Train Natural Language Understanding (NLU) on ATIS dataset:
Steps:
- Tockenizer
- Featurizer
- Intent Classification
- Entity Recognition and Extraction
ATIS dataset has been used in the training and evaluation stage, which has 4978 sentences for the training dataset and 850 sentences for the evaluation stage. the figure shows the sample of dataset.
Ubuntu 18.04
python3 -m venv ./venv
source ./venv/bin/activate
pip3 install -U --user pip
pip3 install rasa
rasa train nlu -u train.json -c config.yml
rasa test nlu -u test.json --model models/nlu-20220215-184331.tar.gz
Metric | Model 1 | Model 2 | Model 3 |
---|---|---|---|
Weighted average precision | 0.96 | 0.88 | 0.94 |
Weighted average recall | 0.96 | 0.89 | 0.94 |
Weighted average f1 score | 0.96 | 0.88 | 0.93 |
Comparison Intent Classifiers outputs
Intent classifier for model one is DIET, which is a 256-bit binary transformer that It is superior to model two, which is a linear SVM, and model three, which uses the MITIE language model.
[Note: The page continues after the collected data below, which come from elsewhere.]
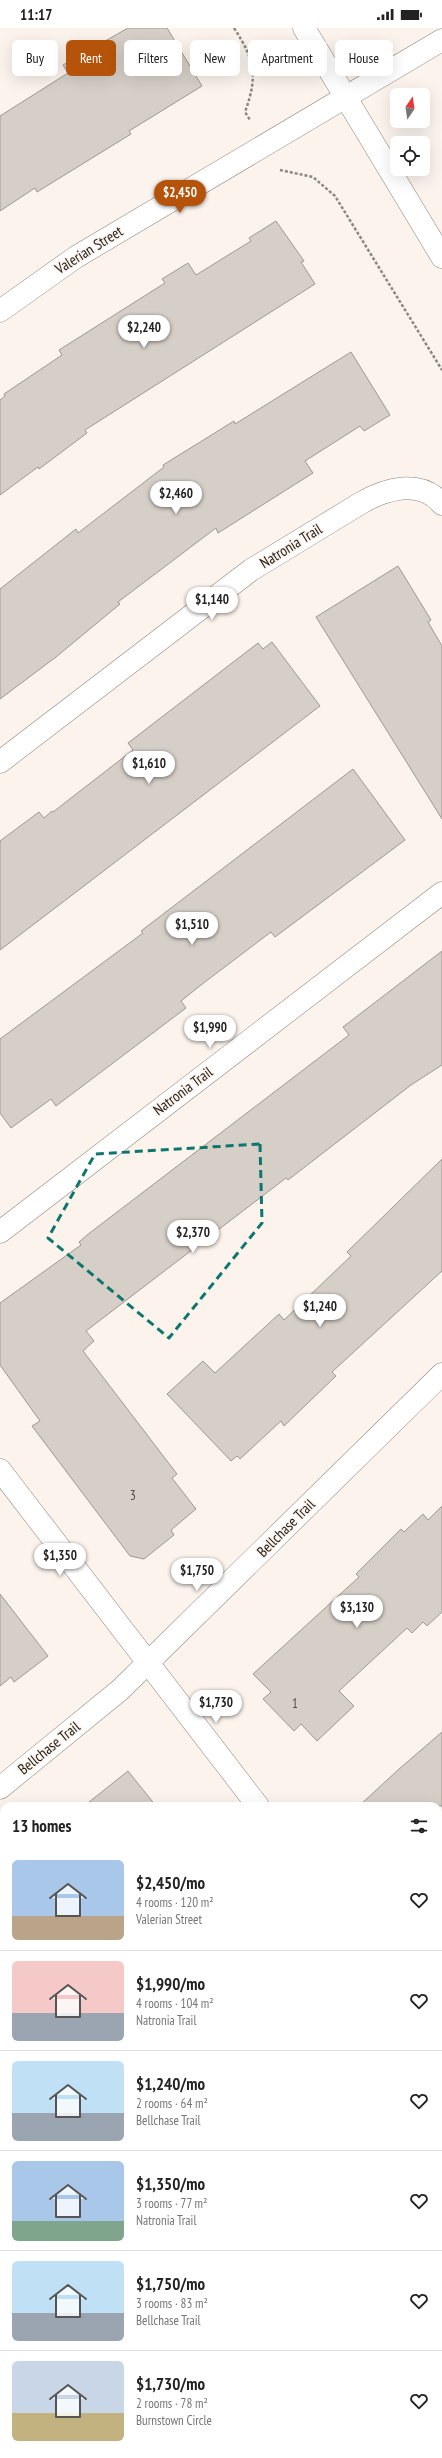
<!DOCTYPE html>
<html lang="en">
<head>
<meta charset="utf-8">
<style>
	body { margin:0; font-family:"PT Sans Narrow",sans-serif; background:#f2f2f2; color:#222; height:100vh; display:flex; flex-direction:column; font-size:15px; white-space:nowrap }
	* { box-sizing:border-box; margin:0 }
	p { font-size:13px; color:#767676 }
	.icon { flex:none; width:22px; height:22px; fill:none; stroke:currentColor; stroke-width:2; stroke-linecap:round; stroke-linejoin:round }
	.map { position:relative; flex:1; overflow:hidden }
	.panel { position:absolute; left:0px; top:1774px; width:442px; height:656px; display:flex; flex-direction:column; background:#fff; border-radius:12px 12px 0 0; box-shadow:0 4px 16px #0002 }
	.panel>* { flex:none }
	.banner { position:absolute; left:12px; top:12px; width:418px; height:36px; display:flex; gap:8px }
	.needle { width:26px; rotate:13deg }
	.buttons { position:absolute; left:390px; top:60px; display:grid; gap:8px }
	.buttons a { display:grid; place-items:center; width:40px; height:40px; border-radius:6px; background:#fff; box-shadow:0 4px 16px #0002; font-size:20px }
	.price { position:absolute; translate:-50% -34px; padding:0 9px; border-radius:14px; background:#fff; color:#222; font-size:13px; line-height:26px; filter:drop-shadow(0 1px 2px #0008) }
	.price::after { content:''; position:absolute; left:50%; top:24px; width:12px; height:9px; margin-left:-6px; background:inherit; clip-path:polygon(0 0,100% 0,50% 100%) }
	.price.on { background:#b45309; color:#fff }
	ul { padding:0; list-style:none }
	li { display:flex; align-items:center; gap:12px; height:100px; padding:0 12px }
	li+li { border-top:1px solid #e0e0e0 }
	li span { display:grid; place-items:center; flex:none; width:112px; height:80px; border-radius:6px; color:#555 }
	li>.icon { margin-inline-start:auto }
	span .icon { width:48px; height:48px; fill:#fffc; stroke-width:1 }
	li b { font-size:17px }
	h2 { display:flex; justify-content:space-between; align-items:center; height:48px; padding:0 12px; font-size:17px }
	.chip { padding:0 14px; border-radius:6px; background:#fff; box-shadow:0 4px 16px #0002; font-size:14px; line-height:36px }
	.chip.on { background:#b45309; color:#fff }
	.status { display:flex; justify-content:space-between; align-items:center; height:28px; padding:0 20px; background:#fff; direction:ltr }
	.status svg { height:11px; fill:currentColor }
	.map>svg:first-child { display:block }
	.green { fill:#fddab6 }
	.building { fill:#d6cfc8; stroke:#9f9891 }
	.lines { fill:none; stroke-linecap:round; stroke-linejoin:round }
	.street-casing { stroke:#8d867f; stroke-width:23 }
	.secondary-casing { stroke:#8d867f; stroke-width:23 }
	.path { stroke:#8c8782; stroke-width:2.5; stroke-dasharray:3 2; stroke-linecap:butt }
	.street { stroke:#fff; stroke-width:22 }
	.secondary { stroke:#fff; stroke-width:22 }
	.marked { fill:none; stroke:#0f766e; stroke-width:3; stroke-dasharray:8 5; stroke-linejoin:round }
	.labels { text-anchor:middle; stroke-width:3; stroke-linejoin:round; paint-order:stroke }
	.number-label { font-size:13px; fill:#4d4a46 }
	.street-label { font-size:15px; fill:#1f1d1a; stroke:#fbf3ec }
</style>
</head>
<body>
<div class="status"><b>11:17</b><svg viewBox="0 0 49 12"><path d="M0 12V9h3v3zM5 12V6h3v6zM10 12V3h3v9zM15 12V0h3v12zM26 1h20v11H26zM47 4h2v5h-2z"/></svg></div>
<div class="map">
<svg width="442" height="2430" viewBox="0 0 442 2430">
	<rect width="100%" height="100%" fill="#fbf3ec"/>
	<!-- green -->
	<path class="green" d="M438,2073L442,2078V2430H289L285,2426H438Z"/>
	<!-- building -->
	<path class="building" d="M128,0H167L202,58L129,103L131,106L37,164L35,160L0,183V88L68,45L63,37Z
		M276,193L304,233L301,234L315,256L85,402L87,405L39,441L38,439L0,467V372L5,368L4,366L62,327L59,322L165,255L162,251L188,235L196,247L251,213L249,210Z
		M351,324L390,387L364,403L360,398L305,433L313,445L218,505L216,500L118,574L120,576L56,629L0,671V561L76,501L78,505L164,439L163,437L234,393L235,396Z
		M398,538L431,592L428,594L442,618V791L316,589Z
		M272,614L320,678L0,922V813L39,784L44,790L52,783L53,784L133,722L128,715L258,615L263,621Z
		M353,741L405,812L275,909L271,904L201,957L181,973L186,980L56,1078L51,1071L11,1100L0,1085V1011L143,905L141,903Z
		M442,923V1037L411,1057L288,1152L286,1150L86,1303L94,1313L83,1323L177,1446L172,1450L196,1481L171,1502L174,1507L144,1531L130,1528L32,1398L40,1393L0,1337V1275L81,1217L79,1214L87,1207L349,1007L343,999Z
		M442,1131V1243L332,1344L336,1348L284,1398L281,1393L240,1431L237,1428L231,1433L167,1366L203,1333L215,1345L279,1286L284,1292L351,1228L347,1224Z
		M442,1478V1584L427,1598L423,1594L412,1605L407,1600L339,1663L354,1678L317,1713L301,1696L294,1703L263,1671L271,1664L253,1646L359,1549L356,1546L401,1501L404,1504L423,1486L428,1492Z
		M0,1566L48,1628L14,1654L11,1649L0,1658Z
		M442,1704V1778H359L399,1741Z
		M128,1743L156,1778H84Z"/>
	<g class="lines">
		<!-- street casing -->
		<g class="street-casing">
			<path id="street" d="M0,283L76,229L442,12
				M0,734L251,542L361,475C385,461 420,450 442,476
				M0,1204L442,865
				M0,1442L258,1778
				M438,1931L442,1928
				M438,2011L442,2016
				M0,2121L4,2126
				M236,2426L239,2430"/>
		</g>
		<!-- secondary casing -->
		<g class="secondary-casing">
			<path id="secondary" d="M304,0L442,229
				M0,1760L120,1662L442,1346"/>
		</g>
		<!-- path -->
		<path class="path" d="M234,0C255,32 258,48 245,84L250,92
			M280,142L313,149L335,168L442,342
			M391,2430L392,2426"/>
		<!-- street -->
		<use href="#street" class="street"/>
		<!-- secondary -->
		<use href="#secondary" class="secondary"/>
	</g>
	<!-- marked area -->
	<path class="marked" d="M260,1116L262,1195L169,1310L48,1210L95,1126Z"/>
	<g class="labels">
		<!-- number labels -->
		<g class="number-label">
			<text x="133" y="1472">3</text>
			<text x="295" y="1680">1</text>
		</g>
		<!-- street labels -->
		<g class="street-label">
			<text transform="translate(89 222) rotate(-32)" y="5">Valerian Street</text>
			<text transform="translate(291 518) rotate(-32)" y="5">Natronia Trail</text>
			<text transform="translate(183 1063) rotate(-37)" y="5">Natronia Trail</text>
			<text transform="translate(286 1500) rotate(-45)" y="5">Bellchase Trail</text>
			<text transform="translate(49 1720) rotate(-39)" y="5">Bellchase Trail</text>
		</g>
	</g>
</svg>
<div class="buttons">
<a><svg class="needle" viewBox="-14 -14 28 28"><path d="M0-13l5 13h-10z" fill="#e53935"/><path d="M0 13l5-13h-10z" fill="#767676"/></svg></a>
<a><svg class="icon" aria-label="locate" viewBox="0 0 24 24"><circle cx="12" cy="12" r="6"/><path d="M12 2v4M12 18v4M2 12h4M18 12h4"/></svg></a>
</div>
<b class="price on" style="left:180px;top:186px">$2,450</b>
<b class="price" style="left:144px;top:321px">$2,240</b>
<b class="price" style="left:176px;top:487px">$2,460</b>
<b class="price" style="left:212px;top:593px">$1,140</b>
<b class="price" style="left:149px;top:757px">$1,610</b>
<b class="price" style="left:192px;top:918px">$1,510</b>
<b class="price" style="left:210px;top:1021px">$1,990</b>
<b class="price" style="left:193px;top:1226px">$2,370</b>
<b class="price" style="left:320px;top:1300px">$1,240</b>
<b class="price" style="left:60px;top:1549px">$1,350</b>
<b class="price" style="left:197px;top:1564px">$1,750</b>
<b class="price" style="left:357px;top:1601px">$3,130</b>
<b class="price" style="left:216px;top:1696px">$1,730</b>
<div class="banner">
<a class="chip">Buy</a>
<a class="chip on">Rent</a>
<a class="chip">Filters</a>
<a class="chip">New</a>
<a class="chip">Apartment</a>
<a class="chip">House</a>
</div>
<section class="panel">
<h2>13 homes<svg class="icon" aria-label="filters" viewBox="0 0 24 24"><path d="M4 7h16M4 17h16"/><circle cx="9" cy="7" r="2"/><circle cx="15" cy="17" r="2"/></svg></h2>
<ul>
<li><span style="background:linear-gradient(#a9c7e8 70%,#b9a48a 0)"><svg class="icon" aria-label="home" viewBox="0 0 24 24"><path d="M3 11l9-7 9 7M6 9v11h12V9"/></svg></span><div><b>$2,450/mo</b><p>4 rooms · 120 m²</p><p>Valerian Street</p></div><svg class="icon" aria-label="heart" viewBox="0 0 24 24"><path d="M12 20l-8-8c-3-5 5-10 8-4 3-6 11-1 8 4z"/></svg></li>
<li><span style="background:linear-gradient(#f6c9c9 65%,#9aa5b1 0)"><svg class="icon" aria-label="home" viewBox="0 0 24 24"><path d="M3 11l9-7 9 7M6 9v11h12V9"/></svg></span><div><b>$1,990/mo</b><p>4 rooms · 104 m²</p><p>Natronia Trail</p></div><svg class="icon" aria-label="heart" viewBox="0 0 24 24"><path d="M12 20l-8-8c-3-5 5-10 8-4 3-6 11-1 8 4z"/></svg></li>
<li><span style="background:linear-gradient(#bfe0f5 65%,#9aa5b1 0)"><svg class="icon" aria-label="home" viewBox="0 0 24 24"><path d="M3 11l9-7 9 7M6 9v11h12V9"/></svg></span><div><b>$1,240/mo</b><p>2 rooms · 64 m²</p><p>Bellchase Trail</p></div><svg class="icon" aria-label="heart" viewBox="0 0 24 24"><path d="M12 20l-8-8c-3-5 5-10 8-4 3-6 11-1 8 4z"/></svg></li>
<li><span style="background:linear-gradient(#a9c7e8 75%,#7fa58c 0)"><svg class="icon" aria-label="home" viewBox="0 0 24 24"><path d="M3 11l9-7 9 7M6 9v11h12V9"/></svg></span><div><b>$1,350/mo</b><p>3 rooms · 77 m²</p><p>Natronia Trail</p></div><svg class="icon" aria-label="heart" viewBox="0 0 24 24"><path d="M12 20l-8-8c-3-5 5-10 8-4 3-6 11-1 8 4z"/></svg></li>
<li><span style="background:linear-gradient(#bfe0f5 65%,#9aa5b1 0)"><svg class="icon" aria-label="home" viewBox="0 0 24 24"><path d="M3 11l9-7 9 7M6 9v11h12V9"/></svg></span><div><b>$1,750/mo</b><p>3 rooms · 83 m²</p><p>Bellchase Trail</p></div><svg class="icon" aria-label="heart" viewBox="0 0 24 24"><path d="M12 20l-8-8c-3-5 5-10 8-4 3-6 11-1 8 4z"/></svg></li>
<li><span style="background:linear-gradient(#c9d6e8 65%,#c2b280 0)"><svg class="icon" aria-label="home" viewBox="0 0 24 24"><path d="M3 11l9-7 9 7M6 9v11h12V9"/></svg></span><div><b>$1,730/mo</b><p>2 rooms · 78 m²</p><p>Burnstown Circle</p></div><svg class="icon" aria-label="heart" viewBox="0 0 24 24"><path d="M12 20l-8-8c-3-5 5-10 8-4 3-6 11-1 8 4z"/></svg></li>
</ul>
</section>
</div>
</body>
</html>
Metric | Model 1 | Model 2 | Model 3 |
---|---|---|---|
Weighted average .precision | 0.96 | 0.90 | 0.95 |
Weighted average recall | 0.94 | 0.89 | 0.92 |
Weighted average f1 score | 0.94 | 0.89 | 0.93 |
Comparison Entity Extractors outputs
In the first model, DIET is used as Entity extractor. As mentioned in the description, DIET can both classify intents and extract entities. In the second model, CRF is used as entity extractor, which has a lower efficiency than DIET. In the third model, MITIE Entity Extractor is used, which performs worse than DIET and better than CRF.